4.Gewonnene Erkenntnisse
Die vorgenannten Ergebnisse und Beispiele zeigen, dass eine Anpassungsstrategie auf EU-Ebene weiterhin hochgradig relevant ist, einen Mehrwert für nationale, regionale und lokale Anpassungsbemühungen bringt und gleichzeitig kosteneffizient bleibt. Die Strategie, ein politisches Instrument mit wenigen administrativen Folgen für die meisten Interessenvertreter, war erfolgreich dabei, die Aufmerksamkeit von Entscheidungsträgern auf die Notwendigkeit der Vorbereitung auf Klimagefahren zu lenken. Die Strategie hat als Bezugspunkt fungiert, d. h. sie diente zur Ausrichtung und als Katalysator für Maßnahmen auf anderen Regierungsebenen. Sie hat zudem erfolgreich Bemühungen gebündelt, damit weiterhin sichergestellt wird, dass in der Politik und in Haushalten auf EU-Ebene Erwägungen zum Klimawandel berücksichtigt werden.

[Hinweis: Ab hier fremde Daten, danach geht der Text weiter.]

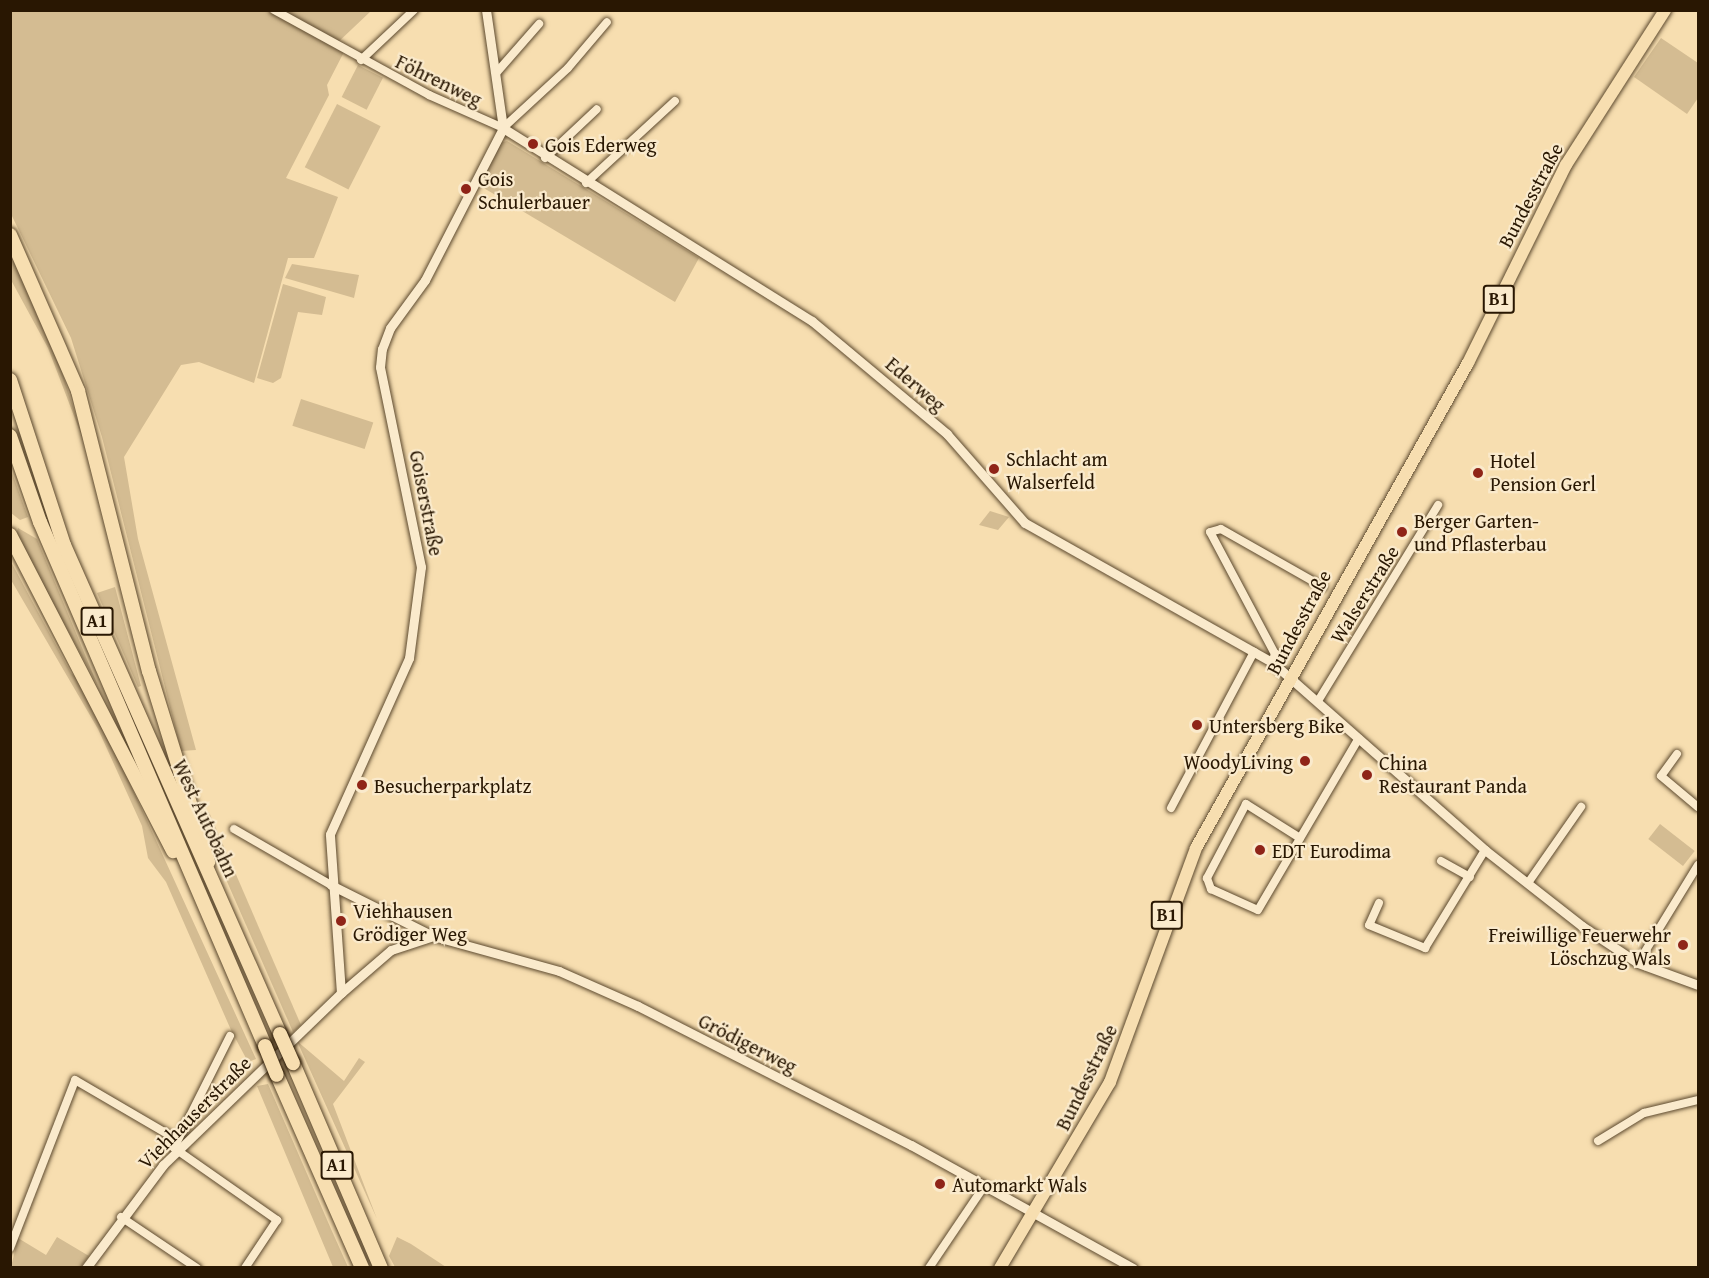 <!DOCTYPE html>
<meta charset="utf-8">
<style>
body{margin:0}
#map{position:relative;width:1709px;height:1278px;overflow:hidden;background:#f7deb0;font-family:"Gentium Book Plus",serif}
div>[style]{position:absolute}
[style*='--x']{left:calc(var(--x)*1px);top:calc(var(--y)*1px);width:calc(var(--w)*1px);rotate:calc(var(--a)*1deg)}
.green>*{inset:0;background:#d4bc92;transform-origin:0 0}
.roads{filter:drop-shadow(0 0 2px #5c492e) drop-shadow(0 0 2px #5c492e)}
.minor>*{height:8px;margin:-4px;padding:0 4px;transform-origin:4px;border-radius:4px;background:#faeacc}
.tertiary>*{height:9px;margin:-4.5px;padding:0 4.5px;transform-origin:4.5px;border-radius:4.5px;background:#faeacc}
.primary>*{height:12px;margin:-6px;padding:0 6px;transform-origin:6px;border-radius:6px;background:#f7deb0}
.motorway>*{height:14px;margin:-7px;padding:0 7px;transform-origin:7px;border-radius:7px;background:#f7deb0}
.bridges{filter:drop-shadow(0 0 2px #291702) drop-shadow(0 0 2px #291702)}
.motorway-bridge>*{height:14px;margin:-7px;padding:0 7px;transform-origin:7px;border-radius:7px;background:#f7deb0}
.dots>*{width:16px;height:16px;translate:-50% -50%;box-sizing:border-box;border:3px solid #faeacc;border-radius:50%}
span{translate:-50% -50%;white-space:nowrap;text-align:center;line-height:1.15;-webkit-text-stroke:4.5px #faeacc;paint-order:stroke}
.shield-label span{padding:2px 4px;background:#faeacc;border:2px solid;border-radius:4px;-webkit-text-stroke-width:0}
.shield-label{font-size:18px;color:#291702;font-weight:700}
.street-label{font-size:20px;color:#291702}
.poi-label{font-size:20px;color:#291702}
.left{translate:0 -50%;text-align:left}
.right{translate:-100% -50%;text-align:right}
.frame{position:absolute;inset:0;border:12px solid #291702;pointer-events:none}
</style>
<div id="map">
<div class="green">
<div style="clip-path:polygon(10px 11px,371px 11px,334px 46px,344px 52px,327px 85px,329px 95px,286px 178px,338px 197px,314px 258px,288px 258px,254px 383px,199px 362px,181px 365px,124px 457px,138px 539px,196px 750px,181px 751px,102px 437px,71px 338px,11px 214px)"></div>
<div style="clip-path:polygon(1661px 38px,1698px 63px,1698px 98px,1687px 114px,1634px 77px)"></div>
<div style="left:358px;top:65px;width:28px;height:36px;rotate:27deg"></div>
<div style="left:337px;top:104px;width:49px;height:71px;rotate:27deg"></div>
<div style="clip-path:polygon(507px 141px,699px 258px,675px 302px,477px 184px,498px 143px)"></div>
<div style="clip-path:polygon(10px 253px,54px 347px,87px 450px,48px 348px,11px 280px)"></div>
<div style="clip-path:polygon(292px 264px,359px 275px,354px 298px,285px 278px)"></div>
<div style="clip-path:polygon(283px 284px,326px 297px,322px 315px,298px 312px,281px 378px,273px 383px,257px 378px)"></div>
<div style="left:301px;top:399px;width:76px;height:28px;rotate:18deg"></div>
<div style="clip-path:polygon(11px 470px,28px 517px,20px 520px,11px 513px)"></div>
<div style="clip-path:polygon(990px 511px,1009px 517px,998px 530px,979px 525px)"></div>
<div style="clip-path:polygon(18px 528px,37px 539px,98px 686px,16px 535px)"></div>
<div style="clip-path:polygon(10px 560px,71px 673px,85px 685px,256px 1059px,248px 1062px,231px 1030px,166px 882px,148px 858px,142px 826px,98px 729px,11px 580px)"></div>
<div style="clip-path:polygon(115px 587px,141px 686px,138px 687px,97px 593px)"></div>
<div style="clip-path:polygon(209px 812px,301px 1025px,293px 1032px,225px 877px,202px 815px)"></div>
<div style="left:1660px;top:824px;width:44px;height:19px;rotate:38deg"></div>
<div style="clip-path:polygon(297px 1041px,344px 1081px,359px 1058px,365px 1062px,333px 1104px,377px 1219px)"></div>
<div style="clip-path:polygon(268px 1084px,331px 1229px,348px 1267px,333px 1267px,257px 1086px)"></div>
<div style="clip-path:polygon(57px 1237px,89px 1256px,81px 1267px,11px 1267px,18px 1238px,46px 1255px)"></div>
<div style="clip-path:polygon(397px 1237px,411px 1244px,446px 1267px,395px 1267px,389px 1256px)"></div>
</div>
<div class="roads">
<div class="minor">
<div style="--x:274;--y:10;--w:177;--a:28.7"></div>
<div style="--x:429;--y:95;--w:81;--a:24"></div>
<div style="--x:503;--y:128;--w:88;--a:-42.7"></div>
<div style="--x:568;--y:68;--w:60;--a:-49.7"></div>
<div style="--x:361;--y:60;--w:73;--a:-43.3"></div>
<div style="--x:497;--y:72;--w:64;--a:-48.8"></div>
<div style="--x:545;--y:158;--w:71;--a:-43.3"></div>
<div style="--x:586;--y:183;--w:121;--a:-42.7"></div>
<div style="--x:1272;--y:662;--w:9;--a:-69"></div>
<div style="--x:1275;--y:654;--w:138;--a:-118"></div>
<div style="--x:1210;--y:532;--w:11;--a:-15"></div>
<div style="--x:1221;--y:529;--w:117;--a:29.6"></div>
<div style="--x:1318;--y:701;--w:230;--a:-58.5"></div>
<div style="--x:1677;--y:754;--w:27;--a:126"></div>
<div style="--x:1661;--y:776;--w:48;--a:40"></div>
<div style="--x:1171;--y:808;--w:177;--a:-62"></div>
<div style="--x:234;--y:829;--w:112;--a:30"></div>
<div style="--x:1300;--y:838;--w:64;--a:-147.8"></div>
<div style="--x:1246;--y:804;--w:84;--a:117.8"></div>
<div style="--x:1207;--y:878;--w:12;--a:70"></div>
<div style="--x:1211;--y:889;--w:51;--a:24.1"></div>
<div style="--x:1258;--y:910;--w:199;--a:-59.6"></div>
<div style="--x:1441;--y:861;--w:33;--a:29"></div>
<div style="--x:1528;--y:883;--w:93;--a:-55.1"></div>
<div style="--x:1379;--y:903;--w:24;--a:114"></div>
<div style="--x:1369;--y:925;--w:61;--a:22.3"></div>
<div style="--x:1425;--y:948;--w:115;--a:-58.5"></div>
<div style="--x:1638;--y:963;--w:115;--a:-58.5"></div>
<div style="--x:230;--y:1036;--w:125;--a:116.6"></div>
<div style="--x:174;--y:1148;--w:126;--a:35"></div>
<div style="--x:277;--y:1220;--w:58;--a:123.7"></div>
<div style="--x:1598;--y:1141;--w:54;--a:-31.3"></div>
<div style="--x:1644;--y:1113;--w:56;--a:-13.5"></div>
<div style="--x:121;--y:1217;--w:92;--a:33.9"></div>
<div style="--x:10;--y:1248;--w:180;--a:-68.8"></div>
<div style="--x:75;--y:1080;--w:117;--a:30.3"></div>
<div style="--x:929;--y:1268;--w:100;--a:-56"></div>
</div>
<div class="tertiary">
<div style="--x:503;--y:128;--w:364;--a:32"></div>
<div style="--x:812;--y:321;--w:176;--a:39.9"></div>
<div style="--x:947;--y:434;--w:118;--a:48.8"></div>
<div style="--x:1025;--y:523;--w:283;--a:29.4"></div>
<div style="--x:1272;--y:662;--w:284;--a:41.4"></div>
<div style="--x:1485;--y:850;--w:123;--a:38.1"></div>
<div style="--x:1582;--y:926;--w:67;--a:33.5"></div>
<div style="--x:1638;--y:963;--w:64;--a:20.1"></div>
<div style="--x:331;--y:885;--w:114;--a:26.6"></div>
<div style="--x:341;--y:993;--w:159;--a:-94"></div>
<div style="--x:330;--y:834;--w:193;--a:-65.8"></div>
<div style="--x:409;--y:658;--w:92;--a:-82.5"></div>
<div style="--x:421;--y:567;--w:204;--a:-101.6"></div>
<div style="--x:380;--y:367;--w:18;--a:-84"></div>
<div style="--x:382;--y:349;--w:22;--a:-69"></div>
<div style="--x:390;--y:328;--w:59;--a:-53.9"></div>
<div style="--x:425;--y:280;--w:171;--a:-62.8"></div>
<div style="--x:503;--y:128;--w:119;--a:-98.2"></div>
<div style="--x:86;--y:1268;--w:129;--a:-53.2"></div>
<div style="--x:163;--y:1165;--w:248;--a:-44"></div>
<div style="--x:341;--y:993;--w:66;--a:-40.7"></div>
<div style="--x:391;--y:950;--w:44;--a:-18.4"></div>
<div style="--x:433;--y:936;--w:131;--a:15.5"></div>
<div style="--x:559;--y:971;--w:86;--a:23.9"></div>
<div style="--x:638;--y:1006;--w:306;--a:27"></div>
<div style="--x:911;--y:1145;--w:254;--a:29"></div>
</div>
<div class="primary">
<div style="--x:1000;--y:1268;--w:216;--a:-59.4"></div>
<div style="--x:1110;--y:1082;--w:249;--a:-69.8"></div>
<div style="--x:1196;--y:848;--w:556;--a:-60.72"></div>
<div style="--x:1468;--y:363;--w:221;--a:-63.7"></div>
<div style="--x:1566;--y:165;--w:184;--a:-57.4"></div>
</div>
<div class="motorway">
<div style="--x:10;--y:235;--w:170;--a:66.4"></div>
<div style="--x:78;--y:391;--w:289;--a:75.8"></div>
<div style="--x:149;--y:671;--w:200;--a:72.8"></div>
<div style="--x:10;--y:380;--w:174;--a:71.9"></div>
<div style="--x:64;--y:545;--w:535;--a:66.17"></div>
<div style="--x:10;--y:436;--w:91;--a:70.8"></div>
<div style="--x:40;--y:522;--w:570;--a:66.76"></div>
<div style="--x:10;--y:535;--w:356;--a:62.7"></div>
<div style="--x:293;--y:1063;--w:223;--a:66.8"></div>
<div style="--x:277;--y:1075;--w:211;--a:66.2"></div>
</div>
</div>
<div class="bridges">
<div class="motorway-bridge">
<div style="--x:280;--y:1034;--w:32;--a:66"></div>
<div style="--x:265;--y:1046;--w:31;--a:68"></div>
</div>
</div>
<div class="dots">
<div style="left:533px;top:144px;background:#8f2418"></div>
<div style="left:466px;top:189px;background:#8f2418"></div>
<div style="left:994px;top:469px;background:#8f2418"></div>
<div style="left:1478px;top:473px;background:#8f2418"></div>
<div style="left:1402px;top:532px;background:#8f2418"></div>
<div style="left:1197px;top:725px;background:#8f2418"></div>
<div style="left:1305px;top:761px;background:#8f2418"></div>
<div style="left:1367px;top:775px;background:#8f2418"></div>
<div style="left:362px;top:785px;background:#8f2418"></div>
<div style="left:1260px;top:850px;background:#8f2418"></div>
<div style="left:341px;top:921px;background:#8f2418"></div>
<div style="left:1683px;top:945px;background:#8f2418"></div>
<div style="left:940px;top:1184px;background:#8f2418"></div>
</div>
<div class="shield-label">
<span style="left:1499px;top:299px">B1</span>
<span style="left:97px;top:621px">A1</span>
<span style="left:1167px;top:915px">B1</span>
<span style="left:337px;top:1165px">A1</span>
</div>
<div class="street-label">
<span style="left:439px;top:80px;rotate:26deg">Föhrenweg</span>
<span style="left:1530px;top:195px;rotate:-62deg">Bundesstraße</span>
<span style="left:916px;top:384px;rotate:41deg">Ederweg</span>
<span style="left:427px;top:503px;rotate:79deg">Goiserstraße</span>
<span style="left:1364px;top:594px;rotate:-58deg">Walserstraße</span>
<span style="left:1298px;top:622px;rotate:-62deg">Bundesstraße</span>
<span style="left:206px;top:818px;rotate:65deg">West Autobahn</span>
<span style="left:748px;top:1043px;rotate:27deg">Grödigerweg</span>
<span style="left:1086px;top:1077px;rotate:-64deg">Bundesstraße</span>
<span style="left:194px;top:1112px;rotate:-45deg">Viehhauserstraße</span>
</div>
<div class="poi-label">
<span class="left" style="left:545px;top:144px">Gois Ederweg</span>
<span class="left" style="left:478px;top:190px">Gois<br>Schulerbauer</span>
<span class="left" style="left:1006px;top:470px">Schlacht am<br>Walserfeld</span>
<span class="left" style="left:1490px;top:472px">Hotel<br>Pension Gerl</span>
<span class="left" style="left:1414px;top:532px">Berger Garten-<br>und Pflasterbau</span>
<span class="left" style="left:1209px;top:725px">Untersberg Bike</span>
<span class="right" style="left:1293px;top:761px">WoodyLiving</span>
<span class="left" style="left:1379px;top:774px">China<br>Restaurant Panda</span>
<span class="left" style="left:374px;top:785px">Besucherparkplatz</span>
<span class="left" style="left:1272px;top:850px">EDT Eurodima</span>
<span class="left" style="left:353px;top:922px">Viehhausen<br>Grödiger Weg</span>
<span class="right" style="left:1671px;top:946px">Freiwillige Feuerwehr<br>Löschzug Wals</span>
<span class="left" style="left:952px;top:1184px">Automarkt Wals</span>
</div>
<div class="frame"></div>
</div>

Während des Bewertungsprozesses hat die Kommission wertvolle Erkenntnisse über die ersten fünf Jahre der Umsetzung der Strategie gewonnen:
·Zwar können Wissenslücken möglicherweise niemals ganz geschlossen werden, jedoch wurde der Mehrwert der EU-Forschung und -Innovation seit 2013 von den Interessenvertretern stark geschätzt. Jetzt könnte der Zeitpunkt gekommen sein, um den Schwerpunkt der Strategie zu verlegen, und zwar vom Hervorbringen von Wissen hin zur Anwendung des Wissens für die Entscheidungsfindung unter unsicheren Umständen, insbesondere in Wirtschaftszweigen oder in Regionen, die potenziell besonders gefährdet sind, wie beispielsweise die Landwirtschaft in Regionen im Mittelmeerraum oder in europäischen Regionen in äußerster Randlage. Zu diesem Zweck könnte die Kommission einen Informationsaustausch über erfolgreiche Anpassungsmaßnahmen zwischen Interessenvertretern und der wissenschaftlichen Gemeinschaft vorsehen. In einem gewissen Umfang kann eine gemeinsam gestaltete Bottom-up-Anpassung trotz unvollständiger Belege entsprechend dem Vorsorgeprinzip
einen Anreiz für Maßnahmen und Lernen schaffen. Ein strukturierter Dialog zwischen Wissenschaft und Politik könnte regelmäßig geführt werden, beispielsweise im Rahmen der Europäischen Konferenz zur Anpassung an den Klimawandel (European Climate Change Adaptation, ECCA)
, die alle zwei Jahre stattfindet. Zusätzlich könnte ein Forum für die Analyse und Modellierung der Anpassung eingerichtet werden, um die Verwendung von Modellen zu Auswirkungen des Klimawandels und zur Anpassung in der Politikgestaltung zu verbessern. Durch das Forum könnten die kollektiven Fähigkeiten verschiedener Modelle genutzt, an den Stärken und Grenzen unterschiedlicher Anpassungsforschungsansätze gearbeitet und laufende Orientierung für weitere Bemühungen geliefert werden.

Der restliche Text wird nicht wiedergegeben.